Katharina Loedige, FDP-Abgeordnete im Kieler Landtag bat vor zwei Wochen um „kei­ne wei­te­ren Schaufensteranträge“ und fand, dass es „zum jet­zi­gen Zeitpunkt kei­ner stun­den­lan­gen Diskussion im Landtag“ bedür­fe, die ange­sto­ße­ne Diskussion mit Facebook und Unabhängigen Landeszentrums für Datenschutz (ULD) im Innen- und Rechtsausschuss rei­che aus. Heute (15. September 2011) kam es dann zu der von ihr befürch­te­ten Schaufensterdebatte im Landtag und vor die Wahl gestellt, wel­che Schaufensterantrag man denn nun beschlie­ßen wol­le, ent­schied sich schwarz-gelb für den ihri­gen, der grü­ne Antrag fand kei­ne Mehrheit.

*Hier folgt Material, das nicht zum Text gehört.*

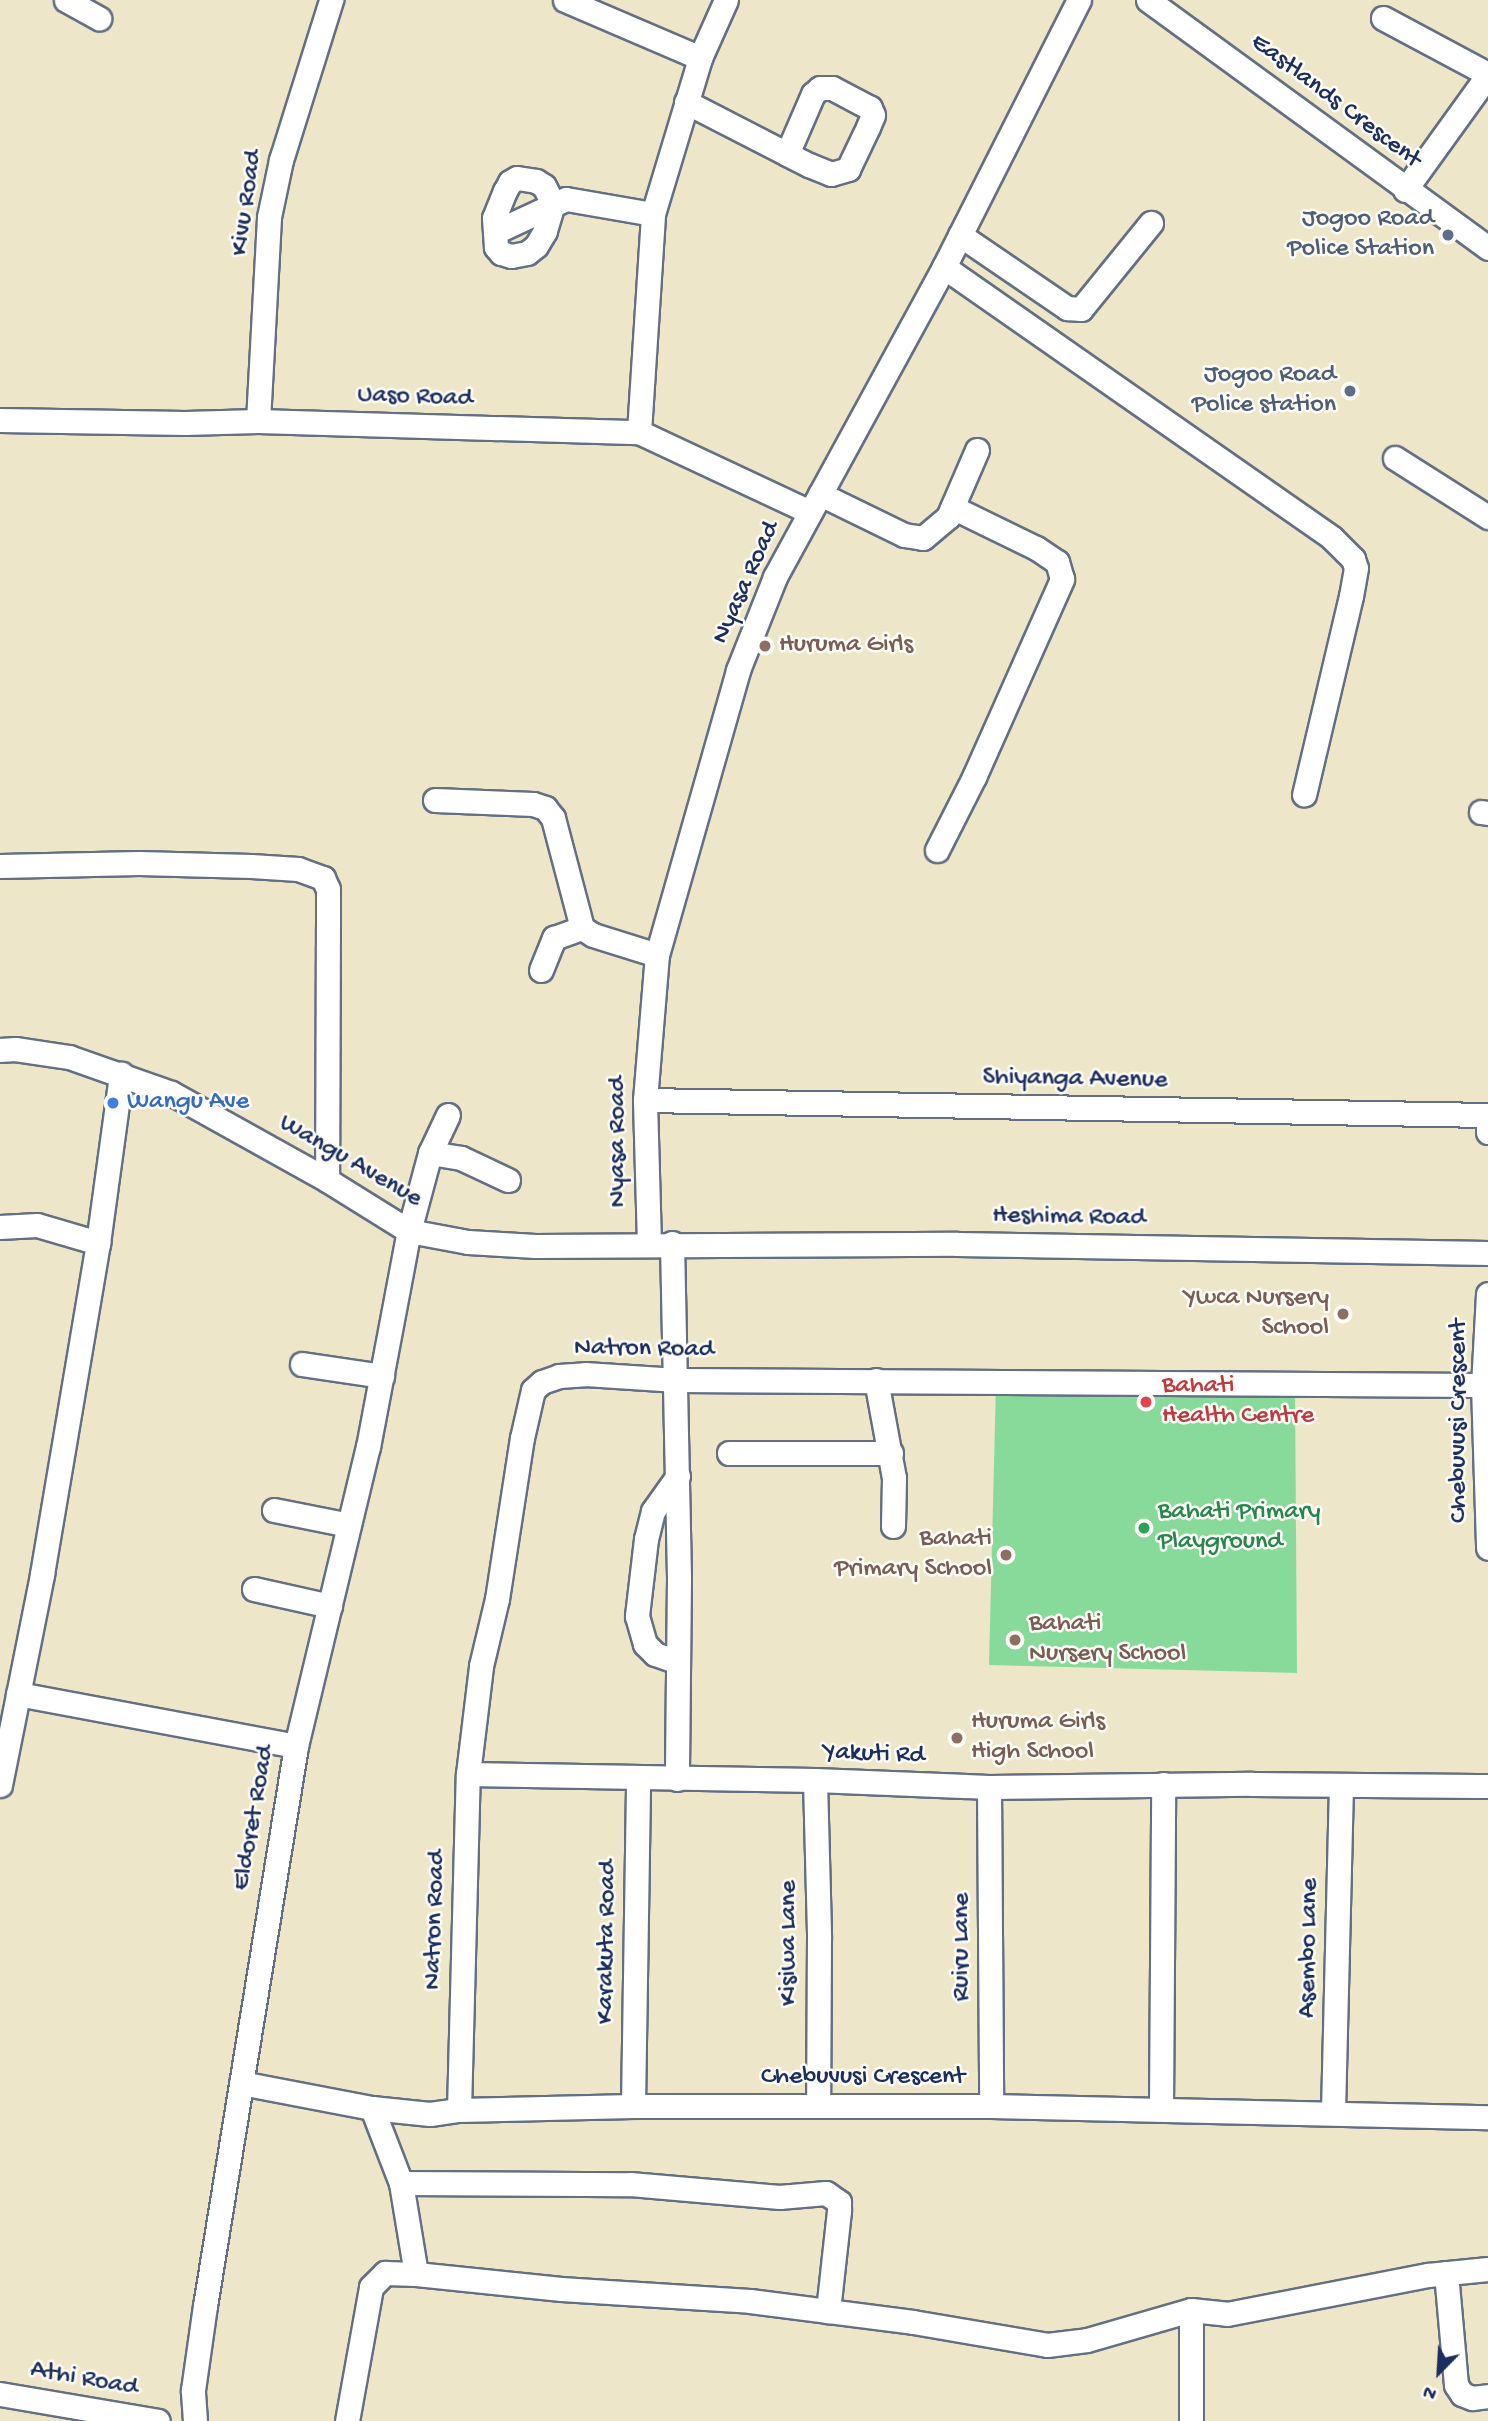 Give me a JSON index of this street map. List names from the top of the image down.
{
  "streets": {
    "street": [
      "Eastlands Crescent",
      "Kivu Road",
      "Uaso Road",
      "Nyasa Road",
      "Shiyanga Avenue",
      "Wangu Avenue",
      "Heshima Road",
      "Natron Road",
      "Chebuvusi Crescent",
      "Yakuti Rd",
      "Eldoret Road",
      "Karakuta Road",
      "Kisiwa Lane",
      "Ruiru Lane",
      "Asembo Lane",
      "Athi Road"
    ]
  },
  "crossings": [
    ["Kivu Road", "Uaso Road"],
    ["Uaso Road", "Nyasa Road"],
    ["Nyasa Road", "Shiyanga Avenue"],
    ["Nyasa Road", "Wangu Avenue"],
    ["Nyasa Road", "Heshima Road"],
    ["Wangu Avenue", "Heshima Road"],
    ["Wangu Avenue", "Eldoret Road"],
    ["Natron Road", "Chebuvusi Crescent"],
    ["Natron Road", "Yakuti Rd"],
    ["Chebuvusi Crescent", "Eldoret Road"],
    ["Chebuvusi Crescent", "Karakuta Road"],
    ["Chebuvusi Crescent", "Kisiwa Lane"],
    ["Chebuvusi Crescent", "Ruiru Lane"],
    ["Chebuvusi Crescent", "Asembo Lane"],
    ["Yakuti Rd", "Karakuta Road"],
    ["Yakuti Rd", "Kisiwa Lane"],
    ["Yakuti Rd", "Ruiru Lane"],
    ["Yakuti Rd", "Asembo Lane"]
  ],
  "places": [
    "Jogoo Road Police Station",
    "Jogoo Road Police station",
    "Huruma Girls",
    "Wangu Ave",
    "Ywca Nursery School",
    "Bahati Health Centre",
    "Bahati Primary Playground",
    "Bahati Primary School",
    "Bahati Nursery School",
    "Huruma Girls High School"
  ],
  "north": "bottom left"
}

Nun sind Schaufenster wun­der­ba­re Einrichtungen, wo man sei­ne Ware, sei­ne Kompetenz, sein Können oder sei­ne Dienstleistung hübsch deko­riert anpreist und sich emsig bemüht, die Augen des Publikums für sich zu gewin­nen. Plenarsäle sind also Schaufenster. Von daher war die Debatte nicht falsch oder unnö­tig.

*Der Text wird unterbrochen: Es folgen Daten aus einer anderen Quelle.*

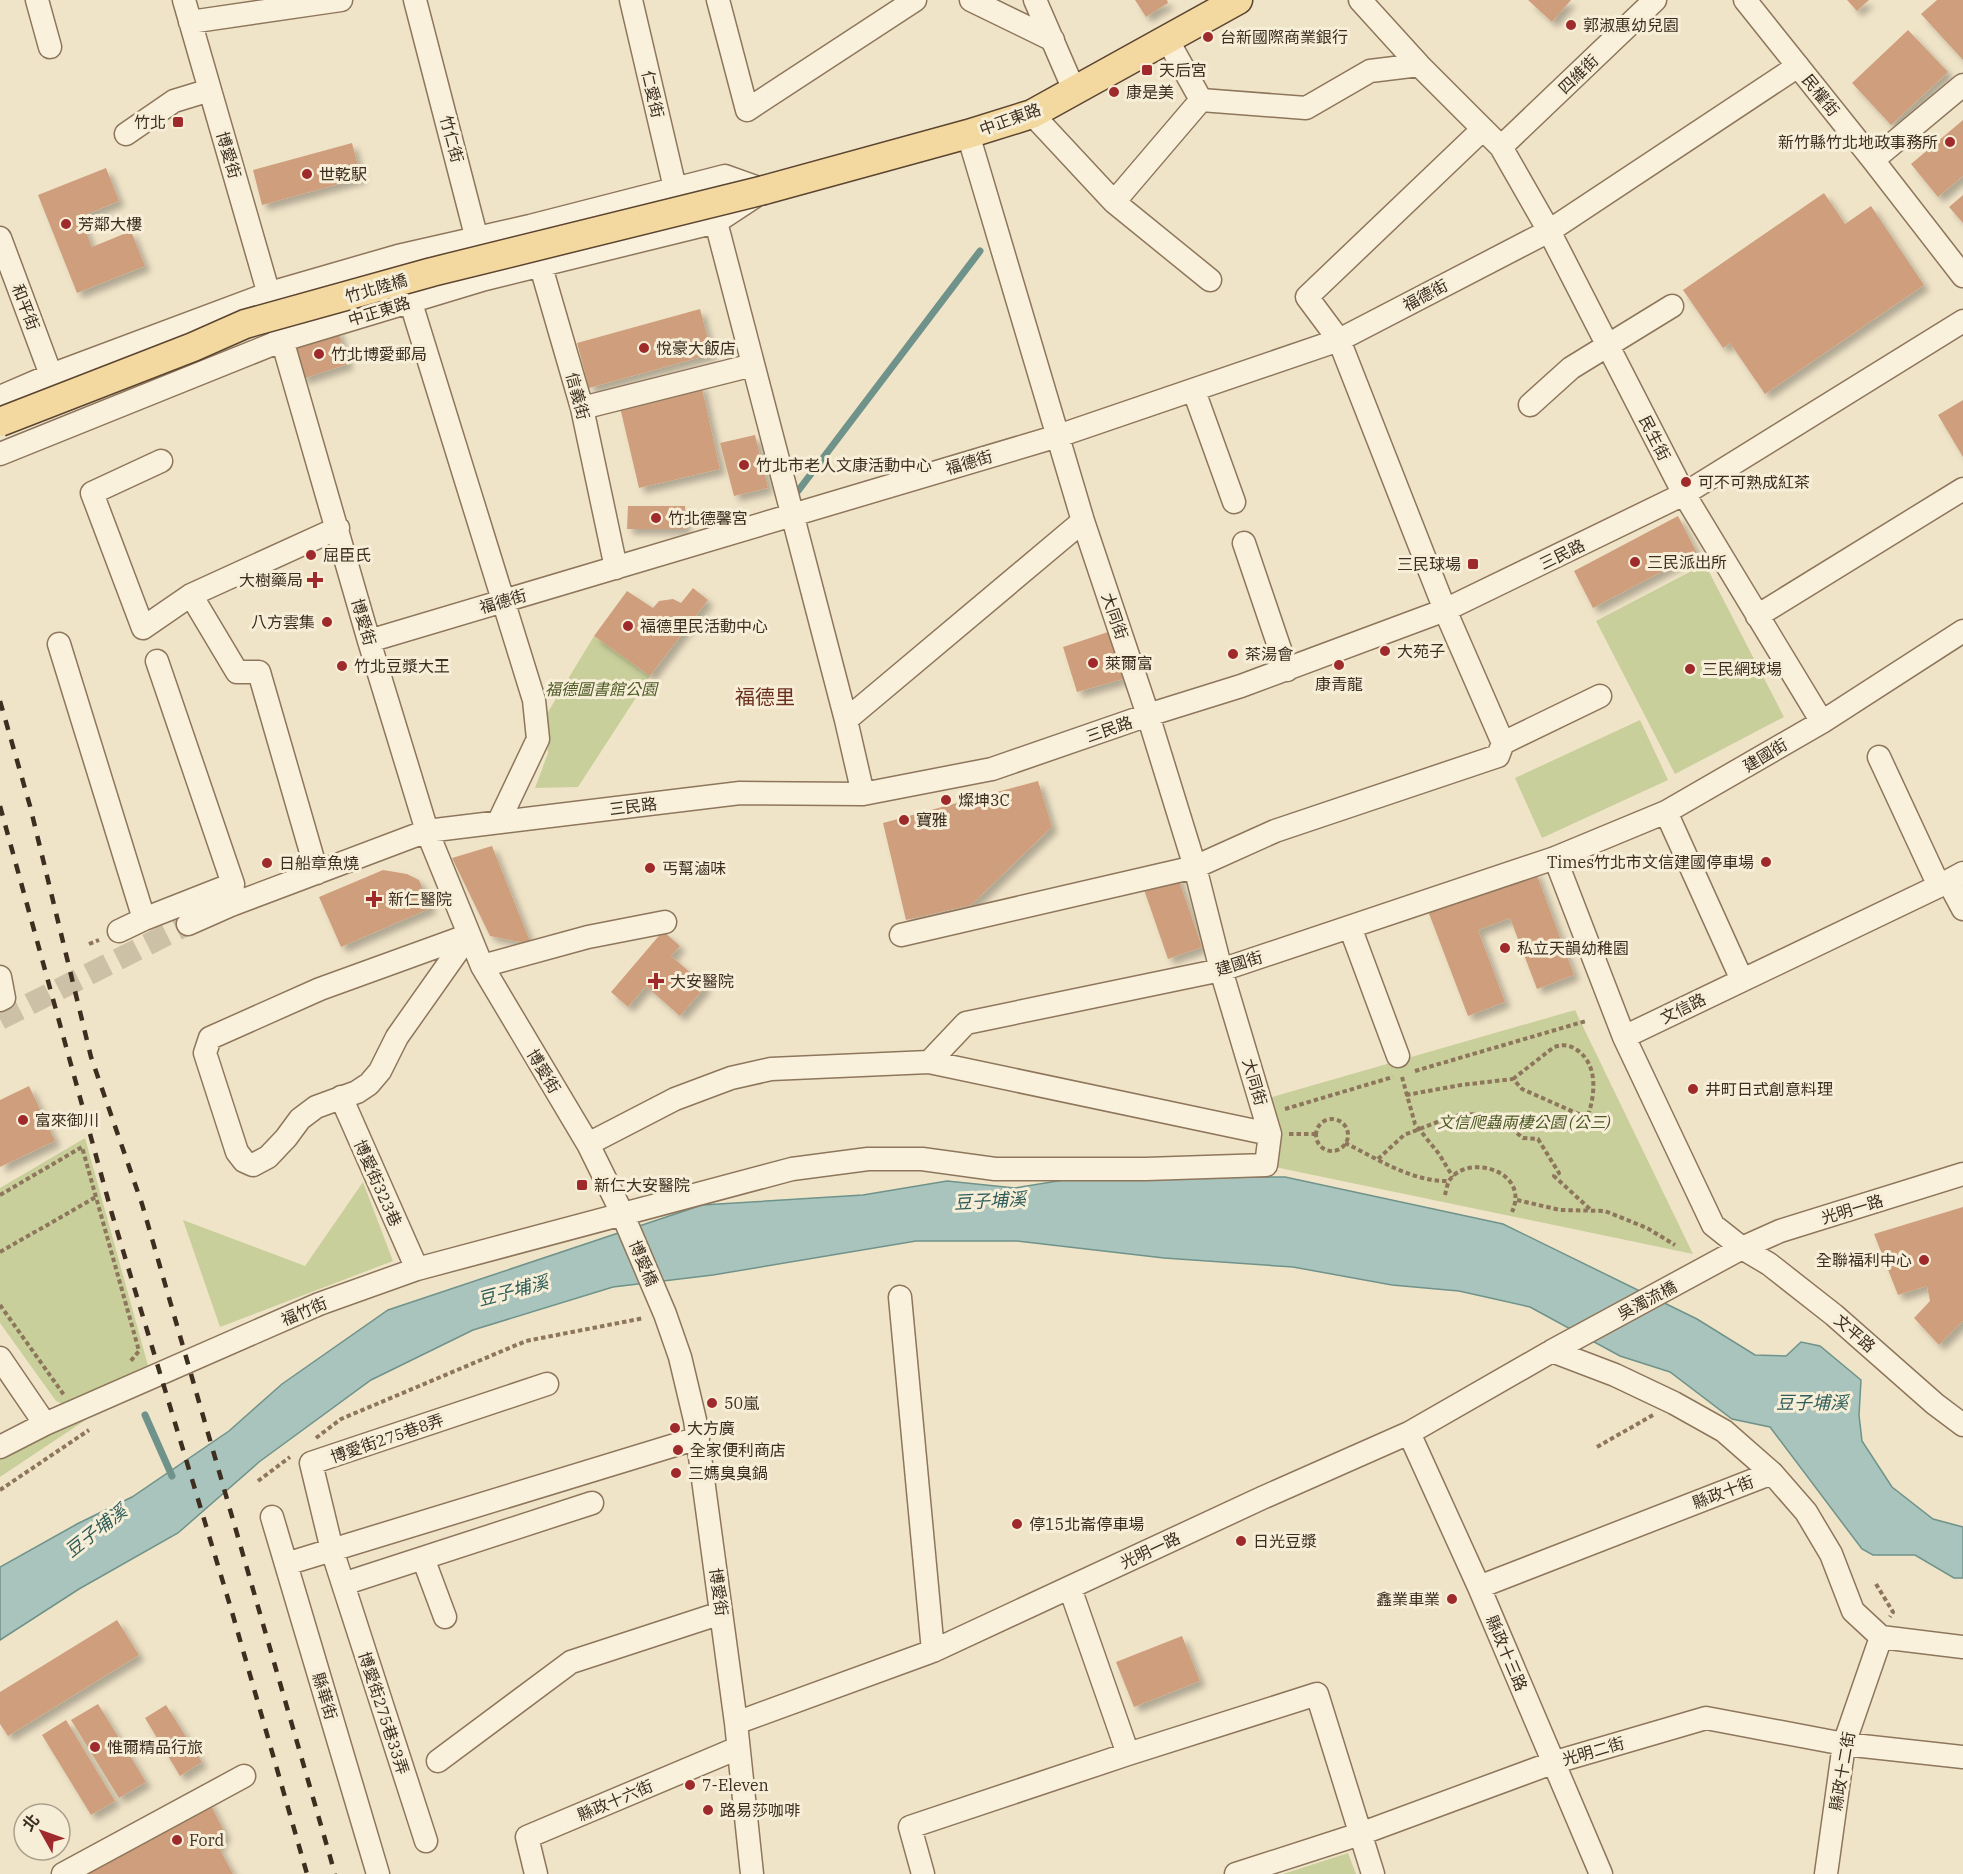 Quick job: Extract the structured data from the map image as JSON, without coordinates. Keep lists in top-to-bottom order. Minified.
{"streets":{"main road":["中正東路","竹北陸橋"],"street":["四維街","仁愛街","民權街","竹仁街","博愛街","福德街","和平街","信義街","民生街","三民路","大同街","建國街","文信路","博愛街323巷","光明一路","博愛橋","吳濁流橋","福竹街","文平路","博愛街275巷8弄","縣政十街","縣政十三路","縣華街","博愛街275巷33弄","光明二街","縣政十二街","縣政十六街"]},"crossings":[["四維街","民生街"],["民權街","福德街"],["中正東路","竹仁街"],["中正東路","博愛街"],["中正東路","竹北陸橋"],["中正東路","信義街"],["中正東路","大同街"],["博愛街","福德街"],["博愛街","三民路"],["博愛街","光明一路"],["博愛街","博愛橋"],["博愛街","福竹街"],["博愛街","縣政十六街"],["福德街","信義街"],["福德街","民生街"],["福德街","大同街"],["民生街","三民路"],["民生街","建國街"],["三民路","大同街"],["大同街","建國街"],["大同街","福竹街"],["博愛街323巷","福竹街"],["光明一路","吳濁流橋"],["光明一路","文平路"],["光明一路","縣政十三路"],["博愛橋","福竹街"],["吳濁流橋","文平路"],["博愛街275巷8弄","博愛街275巷33弄"],["縣政十街","縣政十三路"],["縣政十街","縣政十二街"],["縣政十三路","光明二街"],["光明二街","縣政十二街"]],"districts":["福德里"],"water":["豆子埔溪"],"parks":["福德圖書館公園","文信爬蟲兩棲公園 (公三)"],"places":{"other":["郭淑惠幼兒園","台新國際商業銀行","康是美","新竹縣竹北地政事務所","世乾駅","芳鄰大樓","悅豪大飯店","竹北博愛郵局","竹北市老人文康活動中心","可不可熟成紅茶","竹北德馨宮","屈臣氏","三民派出所","八方雲集","福德里民活動中心","大苑子","茶湯會","萊爾富","康青龍","竹北豆漿大王","三民網球場","燦坤3C","寶雅","Times竹北市文信建國停車場","日船章魚燒","丐幫滷味","私立天韻幼稚園","井町日式創意料理","富來御川","全聯福利中心","50嵐","大方廣","全家便利商店","三媽臭臭鍋","停15北崙停車場","日光豆漿","鑫業車業","惟爾精品行旅","7-Eleven","路易莎咖啡","Ford"],"transit":["天后宮","竹北","三民球場","新仁大安醫院"],"health":["大樹藥局","新仁醫院","大安醫院"]},"north":"top left"}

Natürlich wur­de schnell klar, dass die Kritik an dem „Gefällt-mir“-Button des sozia­len Netzwerkes Facebook hier in Schleswig-Holstein nicht gelöst wer­den kann. Alle Redner (Thorsten Fürter (Grüne ), Michael von Abercron (CDU), Peter Eichstädt (SPD), Ingrid Brand-Hückstädt (FDP), Heinz-Werner Jezewski (Linke) und Anke Spoorendonk (SSW) waren sich auch weit­ge­hend einig, dass eine bun­des­wei­te –  nein, bes­ser noch: euro­pa­wei­te – Lösung gefun­den wer­den müs­se. Aber es war wich­tig, dass sie über­haupt gere­det haben. Denn aus netz­po­li­ti­scher Sicht ist es nicht ent­schei­dend, ob eine Gremium vol­ler Entscheidungsträger, Multiplikatoren, Politiker eine Lösung fin­den kann, son­dern dass sie (sich) sen­si­bi­li­sie­ren für ein Thema, dass auch sie (und uns) betrifft.

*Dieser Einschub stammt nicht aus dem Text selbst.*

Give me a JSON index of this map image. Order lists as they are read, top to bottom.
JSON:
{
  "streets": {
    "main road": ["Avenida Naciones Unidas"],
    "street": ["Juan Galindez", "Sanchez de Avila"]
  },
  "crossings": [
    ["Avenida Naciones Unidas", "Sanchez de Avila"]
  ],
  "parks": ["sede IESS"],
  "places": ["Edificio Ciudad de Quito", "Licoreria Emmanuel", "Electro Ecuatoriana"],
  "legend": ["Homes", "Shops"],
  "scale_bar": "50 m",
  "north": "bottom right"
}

Es ist falsch und über­heb­lich, in den Reden nach klei­nen sach­li­chen Fehlern zu suchen. Die gibt es über­all und stän­dig. Das erfah­ren wir jedes Mal, wenn wir als Fachmann oder Fachfrau auf einem Gebiet Artikel lesen, Fernsehbeiträge schau­en, in Bussen Gesprächen lau­schen, Landesblogartikel lesen oder Parlamentsdebatten zuhö­ren. Und wenn wir ehr­lich sind, dann reden wir häu­fig genug auch über Dinge, in denen wir 3/​4 Spezialexperten sind.

Jede Diskussion ist bes­ser als die dazu­ge­hö­ri­ge vor­he­ri­ge. Jede Debatte erhöht das Wissen der Zuhörenden und sen­si­bi­li­siert für ein Thema. Deshalb war die heu­ti­ge Debatte wich­tig.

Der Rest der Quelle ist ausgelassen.